- _What the exercise asks_: The answer must consist of each line below that contains the string "column".

[Dataset entries]
-- Opening Marker --
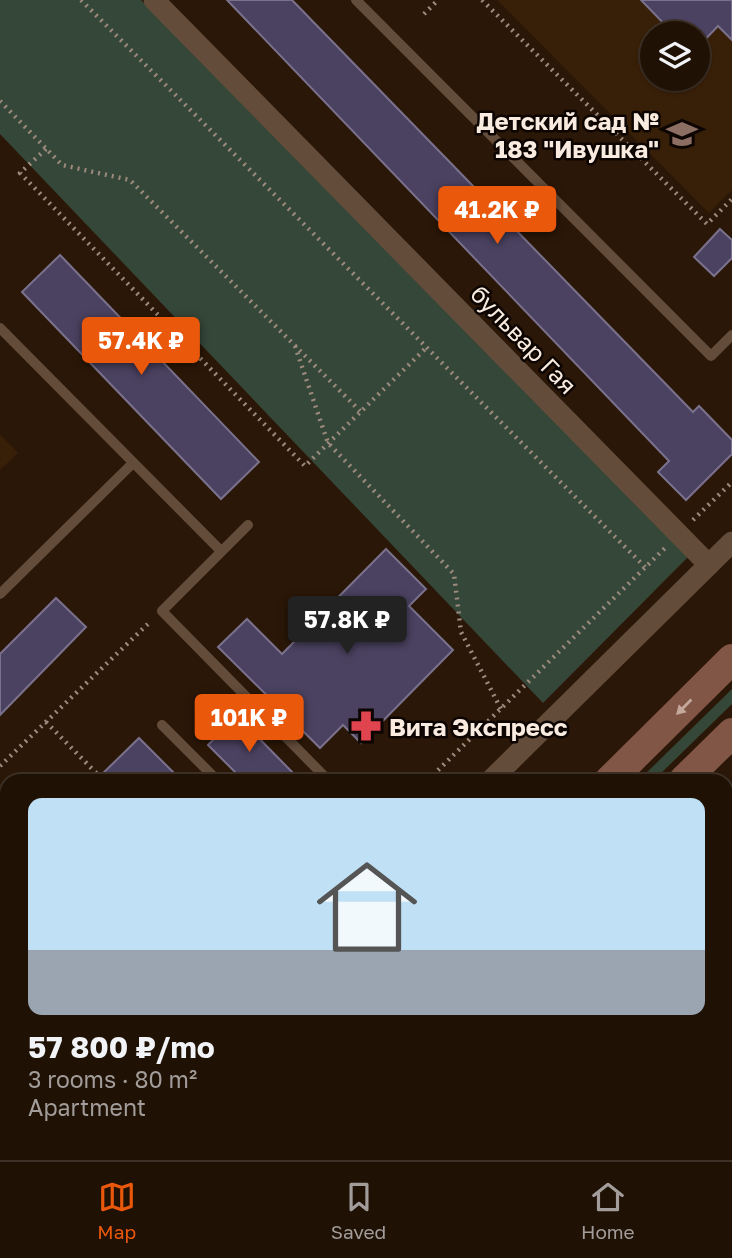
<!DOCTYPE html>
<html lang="en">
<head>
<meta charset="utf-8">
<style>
	:root { --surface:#201105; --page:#2d1f13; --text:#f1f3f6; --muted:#a29d9a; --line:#3d3127; --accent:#ea580c }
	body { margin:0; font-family:"Golos Text",sans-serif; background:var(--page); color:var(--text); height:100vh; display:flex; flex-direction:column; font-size:26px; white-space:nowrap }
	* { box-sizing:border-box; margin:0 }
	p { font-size:23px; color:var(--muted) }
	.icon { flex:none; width:38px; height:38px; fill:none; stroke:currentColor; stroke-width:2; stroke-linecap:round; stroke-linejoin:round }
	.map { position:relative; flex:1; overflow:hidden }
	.drawer { position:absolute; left:0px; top:774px; width:733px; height:387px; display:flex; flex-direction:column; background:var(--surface); border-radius:21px 21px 0 0; box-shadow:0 2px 5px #0004,0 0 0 2px var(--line) }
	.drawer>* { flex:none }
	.buttons { position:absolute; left:640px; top:21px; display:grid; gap:14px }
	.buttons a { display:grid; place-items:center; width:70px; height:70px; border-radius:50%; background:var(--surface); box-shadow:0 2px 5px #0004,0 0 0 2px var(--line); font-size:35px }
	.price { position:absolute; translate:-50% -60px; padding:0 16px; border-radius:7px; background:var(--accent); color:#fff; font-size:23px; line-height:46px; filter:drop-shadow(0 2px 4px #0008) }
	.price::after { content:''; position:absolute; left:50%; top:42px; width:21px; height:16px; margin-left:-10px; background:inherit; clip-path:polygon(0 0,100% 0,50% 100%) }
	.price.current { background:#222; color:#fff }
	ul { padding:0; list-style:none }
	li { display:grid; align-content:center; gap:14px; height:371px; padding:0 28px }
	li span { display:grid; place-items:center; height:217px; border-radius:14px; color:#555 }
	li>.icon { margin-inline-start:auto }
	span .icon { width:126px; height:126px; fill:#fffc; stroke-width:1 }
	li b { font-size:30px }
	.menu { display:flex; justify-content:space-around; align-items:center; height:98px; border-top:2px solid var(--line); background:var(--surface); font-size:19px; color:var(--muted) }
	.menu a { display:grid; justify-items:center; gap:4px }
	.menu .current { color:var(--accent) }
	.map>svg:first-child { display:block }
</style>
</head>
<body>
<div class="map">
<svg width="732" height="1160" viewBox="0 0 732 1160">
	<rect width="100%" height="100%" fill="#2b1707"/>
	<!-- built -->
	<path fill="#381f08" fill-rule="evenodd" d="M 497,0 L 732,0 L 732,190 L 709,213 ZM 653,33 L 698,33 L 698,79 L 653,79 Z
		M 0,435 L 18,453 L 0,470 Z
		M 0,865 L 7,872 L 7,932 L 0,939 Z
		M 728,989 L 732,994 L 732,1160 L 557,1160 L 564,1153 L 726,1153 Z"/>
	<!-- green -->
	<path fill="#354738" d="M 0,0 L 141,0 L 690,555 L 543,703 L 0,134 Z
		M 732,689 L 732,704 L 654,780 L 639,780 Z"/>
	<!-- building -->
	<path fill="#4b4261" stroke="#7a728d" stroke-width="2" d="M 227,0 L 292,0 L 693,412 L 699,406 L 732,440 L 732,454 L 686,500 L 658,472 L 669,461 Z
		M 641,0 L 732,0 L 732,40 L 718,26 L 698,47 L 698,33 L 673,33 Z
		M 720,229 L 732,240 L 732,258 L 714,276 L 694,257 Z
		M 60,255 L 259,462 L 221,499 L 22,292 Z
		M 386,549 L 426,589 L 409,606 L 453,650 L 361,743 L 343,725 L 320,748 L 218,647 L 247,619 L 282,654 Z
		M 56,598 L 86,627 L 0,715 L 0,654 Z
		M 237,716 L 300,780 L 243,780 L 208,745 Z
		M 139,738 L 181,780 L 96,780 Z"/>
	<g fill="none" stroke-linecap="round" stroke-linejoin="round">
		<!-- path -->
		<path stroke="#9b8a7d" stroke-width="4.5" stroke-dasharray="2 5" stroke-linecap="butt" d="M 81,0 L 645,567
			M 482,0 L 707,224 L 732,199
			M 424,14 L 438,0
			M 0,101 L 62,165 L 130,180 L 360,411
			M 46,149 L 20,173 L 305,466 L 427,347
			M 295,346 L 328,443 L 454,574 L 461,632 L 501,709
			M 693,520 L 732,482
			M 46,722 L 103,780
			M 0,766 L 151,621
			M 428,780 L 665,548
			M 726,960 L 732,971
			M 726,978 L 732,972
			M 42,1160 L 49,1153
			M 543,1160 L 550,1153"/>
		<!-- lane -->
		<path stroke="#634c3a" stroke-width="10" d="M 356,0 L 711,356 L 732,335
			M 0,328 L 221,551
			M 248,525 L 162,611 L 328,780
			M 0,594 L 133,463
			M 162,725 L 217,780
			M 0,1024 L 7,1017"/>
		<!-- street -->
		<path stroke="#634c3a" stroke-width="21" d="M 154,0 L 709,565
			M 491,780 L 732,542
			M 726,917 L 732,911
			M 107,1160 L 114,1153
			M 481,1160 L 488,1153"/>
		<!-- secondary -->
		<path stroke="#825646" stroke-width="30" d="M 610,780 L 732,659
			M 684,780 L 732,733
			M 726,811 L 732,806
			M 229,1160 L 236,1153
			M 299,1160 L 306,1153
			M 373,1160 L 380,1153"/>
	</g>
	<!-- one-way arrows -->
	<defs><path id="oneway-solid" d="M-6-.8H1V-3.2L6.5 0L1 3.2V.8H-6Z" transform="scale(1.75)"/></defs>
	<use fill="#c3a89b" href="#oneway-solid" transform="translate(684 707) rotate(135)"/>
	<!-- icons -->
	<defs>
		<g id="school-bare" transform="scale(2.415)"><path d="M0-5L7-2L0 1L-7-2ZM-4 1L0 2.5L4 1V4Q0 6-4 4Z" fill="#8d6e63" stroke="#0d0502" stroke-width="2.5" paint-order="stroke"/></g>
		<g id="pharmacy-bare" transform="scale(2.415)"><path d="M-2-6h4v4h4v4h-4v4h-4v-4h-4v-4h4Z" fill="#e0444e" stroke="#0d0502" stroke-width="2.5" paint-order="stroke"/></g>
	</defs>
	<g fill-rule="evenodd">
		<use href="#school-bare" x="682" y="134"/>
		<use href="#pharmacy-bare" x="366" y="726"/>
	</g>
	<g text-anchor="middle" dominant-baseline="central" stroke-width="5" stroke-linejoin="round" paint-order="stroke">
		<!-- poi labels -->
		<g font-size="24" font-weight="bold" fill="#f9ebe0" stroke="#0d0502" text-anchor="end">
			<text x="659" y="120">Детский сад №<tspan x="659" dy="28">183 "Ивушка"</tspan></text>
			<text x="389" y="726" text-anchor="start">Вита Экспресс</text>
		</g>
		<!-- street labels -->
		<g font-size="24" fill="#f9ebe0" stroke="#0d0502">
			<text transform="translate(524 339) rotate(46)">бульвар Гая</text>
		</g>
	</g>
</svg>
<div class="buttons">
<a><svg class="icon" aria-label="layers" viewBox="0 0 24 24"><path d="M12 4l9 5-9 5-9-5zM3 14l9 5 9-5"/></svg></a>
</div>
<b class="price" style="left:497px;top:246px">41.2K ₽</b>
<b class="price" style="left:141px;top:377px">57.4K ₽</b>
<b class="price current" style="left:347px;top:656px">57.8K ₽</b>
<b class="price" style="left:249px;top:754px">101K ₽</b>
<section class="drawer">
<ul>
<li><span style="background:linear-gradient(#bfe0f5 70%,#9aa5b1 0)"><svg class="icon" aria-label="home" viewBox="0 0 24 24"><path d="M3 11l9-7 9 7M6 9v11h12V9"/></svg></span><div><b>57 800 ₽/mo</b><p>3 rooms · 80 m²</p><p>Apartment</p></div></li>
</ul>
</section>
</div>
<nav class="menu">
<a class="current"><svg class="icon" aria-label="map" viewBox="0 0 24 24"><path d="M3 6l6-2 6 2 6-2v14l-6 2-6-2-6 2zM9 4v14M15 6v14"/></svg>Map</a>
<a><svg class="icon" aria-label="saved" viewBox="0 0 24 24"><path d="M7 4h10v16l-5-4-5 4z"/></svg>Saved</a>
<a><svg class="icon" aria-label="home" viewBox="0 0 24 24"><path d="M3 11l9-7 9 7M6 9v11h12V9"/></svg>Home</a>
</nav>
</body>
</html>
-- Closing Marker --
- _Solved exercise_:
	body { margin:0; font-family:"Golos Text",sans-serif; background:var(--page); color:var(--text); height:100vh; display:flex; flex-direction:column; font-size:26px; white-space:nowrap }
	.drawer { position:absolute; left:0px; top:774px; width:733px; height:387px; display:flex; flex-direction:column; background:var(--surface); border-radius:21px 21px 0 0; box-shadow:0 2px 5px #0004,0 0 0 2px var(--line) }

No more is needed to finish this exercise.